Olfactorily speaking it can be compared to what a tube of Vicks does to your head and nose, only more severe. Or you could imagine a maleficent mustard out to get you and embalm your brain in its pickled tentacles, vinegar-y tongue fading into refrigerating embalming fluids.
In other words, L'Incendiaire is a work on pain. Suffering and pain, souffrance et douleur, have been a recurring leitmotiv in Lutens perfumes. But nowhere has it been expressed so literally.
To this extent, L'Incendiaire is at once niche-y, personal and innovative. It reminds me of an experiment that had been conducted in 2011 on a perfume "prickly" enough to be felt by anosmic people, Eau Pear Tingle by American indie house Opus Oils. I have not smelled it, but I think it is in the same category of sensory intent. While the latter was dedicated to anosmic people, we are invited to consider that L'Incendiaire is meant for those who think they can smell easy (but in fact are no less anosmic, metaphorically speaking).
What L'Incendiaire is doing quite purposefully is play with our trigeminal nerve, the one that allows us to experiment cold, warmth, tingliness, and pain. If the food industry and especially the candy industry are very interested in these sensations - think Atomic Fire Balls in the USA or Têtes Brûlées in France - they are not often explored in fine fragrances. Lutens has offered in the past a head note going in this direction with Tubéreuse Criminelle camphoraceous umbrella and more recently got closer to a full-on trigeminal perfume with Laine de Verre. Dior Homme Sport is a fragrance partly inspired by red hot cinnamon candies. Marilyn Miglin also offered a rare horseradish-like facet in her fragrance Fo-Ti-Tieng. Usually, touches of trigeminal spices are added like pepper or chili or camphor but all in all, it remains an innovative branch of perfumery.

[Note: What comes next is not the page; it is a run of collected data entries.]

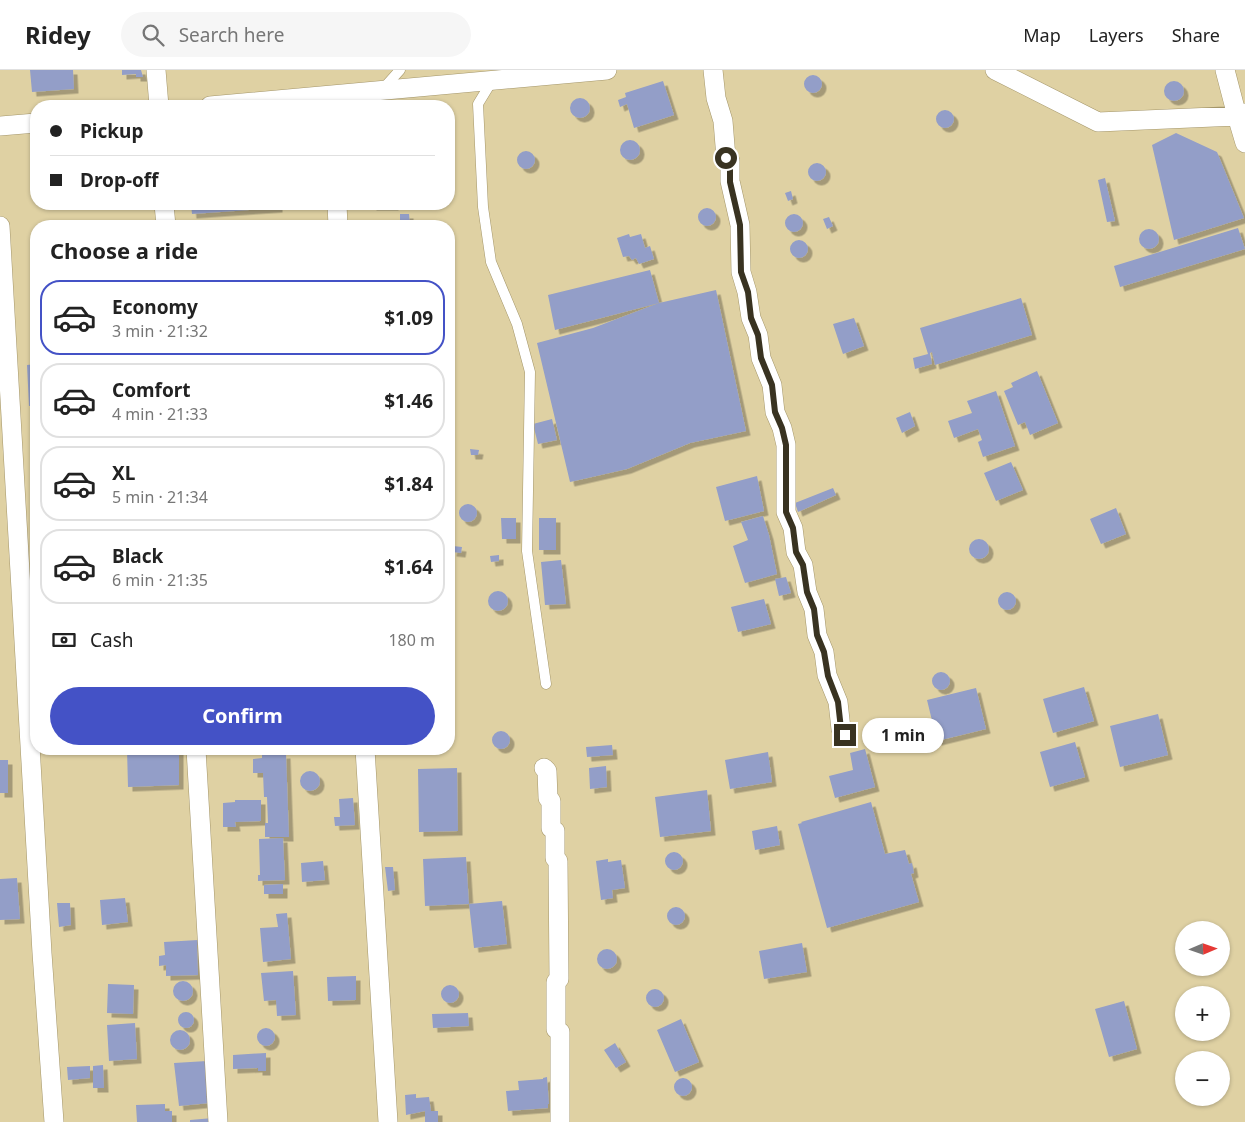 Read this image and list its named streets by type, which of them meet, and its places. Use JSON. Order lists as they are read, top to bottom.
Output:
{
  "north": "right",
  "page": {
    "header": "Ridey",
    "search": "Search here",
    "nav": ["Map", "Layers", "Share"],
    "banner": ["Pickup", "Drop-off"],
    "heading": "Choose a ride",
    "list": [
      {
        "name": "Economy",
        "note": "3 min · 21:32",
        "value": "$1.09"
      },
      {
        "name": "Comfort",
        "note": "4 min · 21:33",
        "value": "$1.46"
      },
      {
        "name": "XL",
        "note": "5 min · 21:34",
        "value": "$1.84"
      },
      {
        "name": "Black",
        "note": "6 min · 21:35",
        "value": "$1.64"
      }
    ],
    "pay": ["Cash", "180 m"],
    "buttons": "Confirm",
    "bubble": "1 min",
    "map_buttons": ["+", "−"]
  }
} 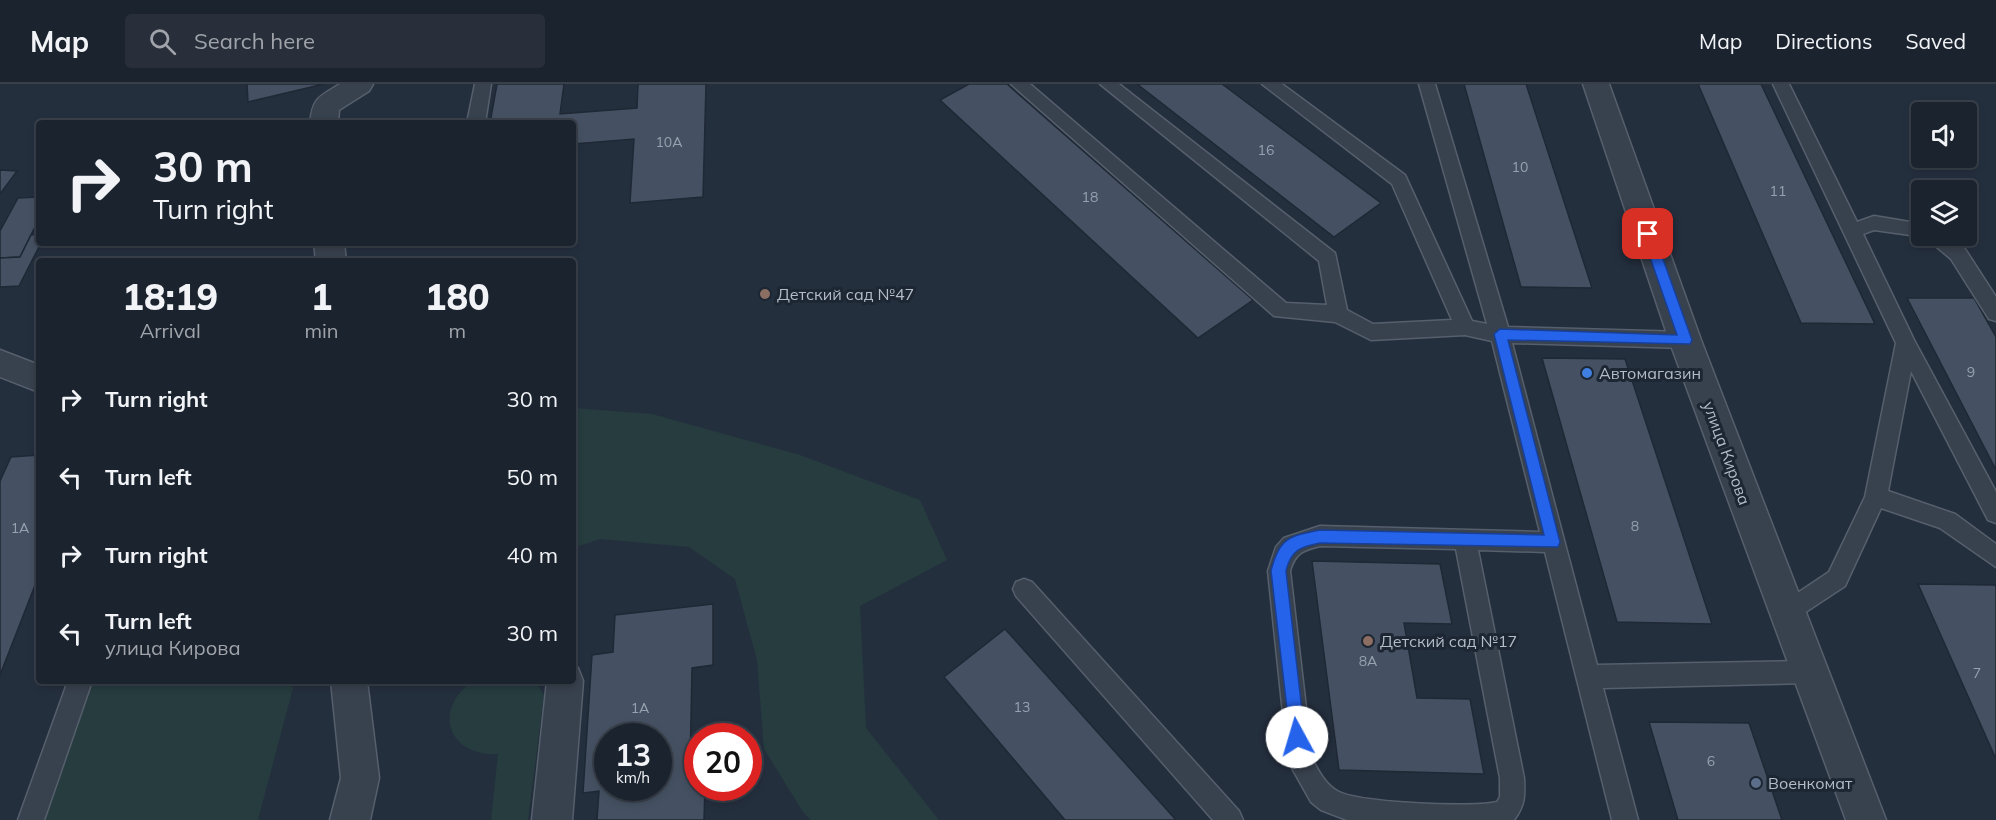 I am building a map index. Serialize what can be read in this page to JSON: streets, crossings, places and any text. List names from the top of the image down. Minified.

However, it is not certain that Serge Lutens is trying to be of service to his fellow men and women by forcing us to smell more consciously and painfully. He may very well be only interested in upsetting us. This perfume is stylistically at the opposite end of the people-pleasing thrust of the perfume industry. This fragrance here is out to disturb you and does so over the course of the development of nearly the whole composition.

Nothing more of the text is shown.